* [WORK INSTRUCTIONS] Where in the data below does the word "breaks" appear? Copy every line that has it.

Top of DATA FOR THIS EXERCISE

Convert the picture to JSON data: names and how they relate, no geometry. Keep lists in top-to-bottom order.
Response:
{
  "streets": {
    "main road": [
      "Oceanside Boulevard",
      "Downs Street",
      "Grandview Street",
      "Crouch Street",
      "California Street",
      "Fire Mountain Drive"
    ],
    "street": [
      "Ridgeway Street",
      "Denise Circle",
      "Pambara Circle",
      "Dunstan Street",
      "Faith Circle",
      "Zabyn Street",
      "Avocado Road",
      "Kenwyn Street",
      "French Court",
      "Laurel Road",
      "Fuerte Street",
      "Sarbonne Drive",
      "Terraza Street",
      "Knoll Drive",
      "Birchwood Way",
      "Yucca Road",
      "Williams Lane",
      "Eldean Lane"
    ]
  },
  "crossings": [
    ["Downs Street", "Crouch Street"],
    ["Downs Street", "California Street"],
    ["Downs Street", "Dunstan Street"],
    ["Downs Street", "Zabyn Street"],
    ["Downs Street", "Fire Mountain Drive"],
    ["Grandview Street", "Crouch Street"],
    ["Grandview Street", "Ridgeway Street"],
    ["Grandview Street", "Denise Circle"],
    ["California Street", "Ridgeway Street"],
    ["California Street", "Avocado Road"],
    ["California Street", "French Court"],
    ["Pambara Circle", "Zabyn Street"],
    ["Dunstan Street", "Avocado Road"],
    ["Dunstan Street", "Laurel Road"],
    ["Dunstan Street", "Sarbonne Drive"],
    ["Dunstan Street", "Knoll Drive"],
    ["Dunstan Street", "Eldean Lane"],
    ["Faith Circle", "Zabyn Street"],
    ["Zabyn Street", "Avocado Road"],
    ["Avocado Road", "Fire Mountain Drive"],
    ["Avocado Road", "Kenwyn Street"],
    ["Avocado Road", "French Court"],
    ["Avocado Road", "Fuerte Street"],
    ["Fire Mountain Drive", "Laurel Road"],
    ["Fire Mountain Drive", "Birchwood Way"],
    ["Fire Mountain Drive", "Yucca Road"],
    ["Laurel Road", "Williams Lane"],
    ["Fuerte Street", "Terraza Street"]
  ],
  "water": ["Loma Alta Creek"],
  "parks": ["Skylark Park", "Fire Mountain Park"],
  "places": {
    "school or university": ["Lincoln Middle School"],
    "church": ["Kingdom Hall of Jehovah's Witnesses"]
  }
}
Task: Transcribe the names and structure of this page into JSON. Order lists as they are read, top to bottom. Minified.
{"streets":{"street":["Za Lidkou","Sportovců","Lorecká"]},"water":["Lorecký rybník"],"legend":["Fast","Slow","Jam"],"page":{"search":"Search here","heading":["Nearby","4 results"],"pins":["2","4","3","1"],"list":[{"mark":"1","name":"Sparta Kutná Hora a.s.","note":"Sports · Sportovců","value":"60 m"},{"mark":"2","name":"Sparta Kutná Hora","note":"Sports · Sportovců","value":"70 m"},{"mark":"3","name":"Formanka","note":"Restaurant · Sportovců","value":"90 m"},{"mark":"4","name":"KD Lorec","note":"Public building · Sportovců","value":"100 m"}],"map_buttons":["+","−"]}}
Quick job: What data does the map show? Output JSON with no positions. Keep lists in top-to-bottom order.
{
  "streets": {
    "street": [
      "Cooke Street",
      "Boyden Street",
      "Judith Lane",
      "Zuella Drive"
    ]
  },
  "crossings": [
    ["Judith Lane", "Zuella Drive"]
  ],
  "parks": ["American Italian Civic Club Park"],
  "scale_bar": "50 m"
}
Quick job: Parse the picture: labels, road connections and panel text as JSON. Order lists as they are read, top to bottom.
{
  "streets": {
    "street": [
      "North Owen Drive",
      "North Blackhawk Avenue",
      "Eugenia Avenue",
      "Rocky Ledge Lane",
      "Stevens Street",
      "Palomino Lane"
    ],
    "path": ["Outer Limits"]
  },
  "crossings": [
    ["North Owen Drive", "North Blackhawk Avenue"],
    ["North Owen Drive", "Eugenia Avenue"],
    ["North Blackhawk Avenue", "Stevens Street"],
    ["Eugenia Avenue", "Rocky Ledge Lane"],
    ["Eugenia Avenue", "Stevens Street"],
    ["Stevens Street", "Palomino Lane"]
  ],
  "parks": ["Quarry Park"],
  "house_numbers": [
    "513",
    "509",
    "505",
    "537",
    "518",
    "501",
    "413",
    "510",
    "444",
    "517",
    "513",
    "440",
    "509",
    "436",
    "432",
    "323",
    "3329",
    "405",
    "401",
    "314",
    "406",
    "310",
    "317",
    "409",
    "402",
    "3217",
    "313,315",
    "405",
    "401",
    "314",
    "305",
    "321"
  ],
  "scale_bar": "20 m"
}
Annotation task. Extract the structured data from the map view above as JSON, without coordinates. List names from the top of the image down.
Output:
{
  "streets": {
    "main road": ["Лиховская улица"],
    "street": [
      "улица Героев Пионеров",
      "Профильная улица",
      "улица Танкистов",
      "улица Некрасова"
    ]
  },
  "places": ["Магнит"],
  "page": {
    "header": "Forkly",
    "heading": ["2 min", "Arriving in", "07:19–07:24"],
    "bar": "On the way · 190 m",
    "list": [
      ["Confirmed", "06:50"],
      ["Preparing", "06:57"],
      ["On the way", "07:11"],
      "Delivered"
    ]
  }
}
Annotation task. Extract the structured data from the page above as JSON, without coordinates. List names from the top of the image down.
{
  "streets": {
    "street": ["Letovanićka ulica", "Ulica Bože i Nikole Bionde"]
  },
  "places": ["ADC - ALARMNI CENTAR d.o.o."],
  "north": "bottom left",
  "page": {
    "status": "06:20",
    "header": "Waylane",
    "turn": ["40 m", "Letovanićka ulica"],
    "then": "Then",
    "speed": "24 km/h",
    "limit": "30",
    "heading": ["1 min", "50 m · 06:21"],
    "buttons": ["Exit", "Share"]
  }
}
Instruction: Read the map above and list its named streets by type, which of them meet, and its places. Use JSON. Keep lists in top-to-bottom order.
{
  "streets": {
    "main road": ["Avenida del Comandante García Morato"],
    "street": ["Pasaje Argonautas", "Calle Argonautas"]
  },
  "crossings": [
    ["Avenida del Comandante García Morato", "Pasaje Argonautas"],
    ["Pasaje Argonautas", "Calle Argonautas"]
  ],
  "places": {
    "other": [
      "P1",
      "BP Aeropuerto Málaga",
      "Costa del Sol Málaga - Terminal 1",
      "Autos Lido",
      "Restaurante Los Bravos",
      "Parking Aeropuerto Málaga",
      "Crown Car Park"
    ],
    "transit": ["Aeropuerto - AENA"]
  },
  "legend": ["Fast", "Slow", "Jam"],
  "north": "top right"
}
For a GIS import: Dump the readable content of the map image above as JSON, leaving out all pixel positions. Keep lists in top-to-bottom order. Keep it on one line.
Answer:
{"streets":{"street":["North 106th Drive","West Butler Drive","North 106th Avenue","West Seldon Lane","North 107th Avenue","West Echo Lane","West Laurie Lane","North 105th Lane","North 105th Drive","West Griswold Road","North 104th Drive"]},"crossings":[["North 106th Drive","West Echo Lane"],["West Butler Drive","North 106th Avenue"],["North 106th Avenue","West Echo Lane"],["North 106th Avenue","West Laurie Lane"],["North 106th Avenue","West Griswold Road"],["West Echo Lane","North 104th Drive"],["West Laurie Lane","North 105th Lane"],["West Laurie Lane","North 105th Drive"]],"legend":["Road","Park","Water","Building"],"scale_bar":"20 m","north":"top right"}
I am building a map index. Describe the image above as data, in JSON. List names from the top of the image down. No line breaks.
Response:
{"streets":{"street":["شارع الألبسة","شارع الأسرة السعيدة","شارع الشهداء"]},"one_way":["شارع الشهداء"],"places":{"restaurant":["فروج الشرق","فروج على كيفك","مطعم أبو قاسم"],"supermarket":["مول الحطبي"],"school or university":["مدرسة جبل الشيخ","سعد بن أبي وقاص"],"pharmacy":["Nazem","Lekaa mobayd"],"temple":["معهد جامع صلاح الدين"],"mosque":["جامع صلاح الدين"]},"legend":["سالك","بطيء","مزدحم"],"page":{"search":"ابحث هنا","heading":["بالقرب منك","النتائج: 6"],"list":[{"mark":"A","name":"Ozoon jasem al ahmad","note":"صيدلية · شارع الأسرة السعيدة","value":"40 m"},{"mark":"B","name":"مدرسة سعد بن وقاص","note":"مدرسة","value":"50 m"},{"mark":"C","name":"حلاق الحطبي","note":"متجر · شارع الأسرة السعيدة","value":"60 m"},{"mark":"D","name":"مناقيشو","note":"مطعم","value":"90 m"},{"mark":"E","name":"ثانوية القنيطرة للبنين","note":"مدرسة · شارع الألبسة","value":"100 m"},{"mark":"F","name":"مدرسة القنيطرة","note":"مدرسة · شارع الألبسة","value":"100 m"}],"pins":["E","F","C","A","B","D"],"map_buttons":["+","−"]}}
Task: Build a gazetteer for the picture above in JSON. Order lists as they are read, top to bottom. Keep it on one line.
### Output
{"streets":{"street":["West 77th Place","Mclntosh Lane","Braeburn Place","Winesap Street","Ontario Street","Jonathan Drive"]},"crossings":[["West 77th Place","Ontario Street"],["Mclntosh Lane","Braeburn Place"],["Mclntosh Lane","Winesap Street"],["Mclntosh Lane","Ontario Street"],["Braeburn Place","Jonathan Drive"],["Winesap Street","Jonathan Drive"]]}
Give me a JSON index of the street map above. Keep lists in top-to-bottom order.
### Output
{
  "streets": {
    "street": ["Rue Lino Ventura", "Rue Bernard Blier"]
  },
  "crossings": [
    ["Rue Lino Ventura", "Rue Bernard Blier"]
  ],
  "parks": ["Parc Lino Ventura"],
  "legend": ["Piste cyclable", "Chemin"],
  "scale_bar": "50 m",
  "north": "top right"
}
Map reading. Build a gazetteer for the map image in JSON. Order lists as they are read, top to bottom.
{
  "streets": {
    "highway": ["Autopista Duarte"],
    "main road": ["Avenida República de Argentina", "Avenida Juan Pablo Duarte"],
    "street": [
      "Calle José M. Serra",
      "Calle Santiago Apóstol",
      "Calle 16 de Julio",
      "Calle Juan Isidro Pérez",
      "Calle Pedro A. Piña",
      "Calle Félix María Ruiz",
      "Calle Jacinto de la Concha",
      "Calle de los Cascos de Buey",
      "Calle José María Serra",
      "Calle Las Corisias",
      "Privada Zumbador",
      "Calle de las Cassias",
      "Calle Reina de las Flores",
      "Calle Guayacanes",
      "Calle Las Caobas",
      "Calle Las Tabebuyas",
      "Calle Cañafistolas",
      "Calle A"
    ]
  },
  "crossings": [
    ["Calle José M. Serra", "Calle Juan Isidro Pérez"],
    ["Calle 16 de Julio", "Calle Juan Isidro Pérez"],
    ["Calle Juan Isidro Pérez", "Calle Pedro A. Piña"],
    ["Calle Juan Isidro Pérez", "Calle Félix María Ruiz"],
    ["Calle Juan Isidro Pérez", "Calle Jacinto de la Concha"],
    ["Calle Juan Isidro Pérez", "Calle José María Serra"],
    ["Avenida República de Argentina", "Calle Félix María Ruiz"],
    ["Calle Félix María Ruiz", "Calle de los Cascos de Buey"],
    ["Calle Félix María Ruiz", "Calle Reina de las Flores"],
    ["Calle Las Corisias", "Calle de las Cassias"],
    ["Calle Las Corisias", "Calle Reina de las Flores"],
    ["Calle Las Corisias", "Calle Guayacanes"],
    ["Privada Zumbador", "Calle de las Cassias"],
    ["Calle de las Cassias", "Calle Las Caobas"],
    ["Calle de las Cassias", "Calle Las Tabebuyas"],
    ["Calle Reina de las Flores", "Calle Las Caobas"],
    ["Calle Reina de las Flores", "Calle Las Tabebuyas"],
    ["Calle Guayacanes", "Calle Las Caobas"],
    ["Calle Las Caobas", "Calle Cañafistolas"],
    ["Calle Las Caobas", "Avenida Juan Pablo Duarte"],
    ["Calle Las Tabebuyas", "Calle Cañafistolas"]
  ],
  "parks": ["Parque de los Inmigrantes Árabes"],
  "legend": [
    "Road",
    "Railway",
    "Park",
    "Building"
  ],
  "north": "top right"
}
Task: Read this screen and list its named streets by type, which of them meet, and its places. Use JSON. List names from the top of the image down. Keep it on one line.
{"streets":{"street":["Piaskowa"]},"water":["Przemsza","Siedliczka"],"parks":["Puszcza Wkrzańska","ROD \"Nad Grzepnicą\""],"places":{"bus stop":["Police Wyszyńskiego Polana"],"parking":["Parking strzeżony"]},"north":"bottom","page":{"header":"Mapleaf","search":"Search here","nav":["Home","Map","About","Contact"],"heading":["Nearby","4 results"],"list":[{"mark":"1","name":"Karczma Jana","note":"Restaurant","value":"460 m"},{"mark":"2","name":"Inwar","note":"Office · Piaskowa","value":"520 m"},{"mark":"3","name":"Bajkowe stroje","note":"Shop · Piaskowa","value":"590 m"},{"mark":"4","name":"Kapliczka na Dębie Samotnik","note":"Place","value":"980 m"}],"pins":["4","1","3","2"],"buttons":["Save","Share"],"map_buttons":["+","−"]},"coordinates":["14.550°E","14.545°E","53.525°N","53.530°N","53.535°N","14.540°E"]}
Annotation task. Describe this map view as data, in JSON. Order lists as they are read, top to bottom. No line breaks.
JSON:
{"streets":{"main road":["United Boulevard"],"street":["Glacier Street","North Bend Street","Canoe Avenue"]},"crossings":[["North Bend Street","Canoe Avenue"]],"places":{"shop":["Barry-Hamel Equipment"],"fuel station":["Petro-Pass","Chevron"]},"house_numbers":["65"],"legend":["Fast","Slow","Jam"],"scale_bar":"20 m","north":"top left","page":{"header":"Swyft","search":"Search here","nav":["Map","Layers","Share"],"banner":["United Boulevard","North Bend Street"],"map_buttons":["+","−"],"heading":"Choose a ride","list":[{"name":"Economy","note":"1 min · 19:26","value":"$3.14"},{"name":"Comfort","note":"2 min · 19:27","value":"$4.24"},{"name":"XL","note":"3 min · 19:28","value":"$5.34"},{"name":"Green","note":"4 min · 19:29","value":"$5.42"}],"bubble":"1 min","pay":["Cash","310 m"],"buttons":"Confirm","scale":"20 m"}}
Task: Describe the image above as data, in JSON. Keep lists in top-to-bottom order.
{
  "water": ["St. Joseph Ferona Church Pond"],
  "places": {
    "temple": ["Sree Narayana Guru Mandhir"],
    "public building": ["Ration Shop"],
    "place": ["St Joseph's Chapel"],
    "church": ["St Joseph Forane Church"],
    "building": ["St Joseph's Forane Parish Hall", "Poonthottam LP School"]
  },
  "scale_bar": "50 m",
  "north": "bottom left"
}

Bottom of DATA FOR THIS EXERCISE

* [EXERCISE OUTPUT]
I am building a map index. Describe the image above as data, in JSON. List names from the top of the image down. No line breaks.
Annotation task. Describe this map view as data, in JSON. Order lists as they are read, top to bottom. No line breaks.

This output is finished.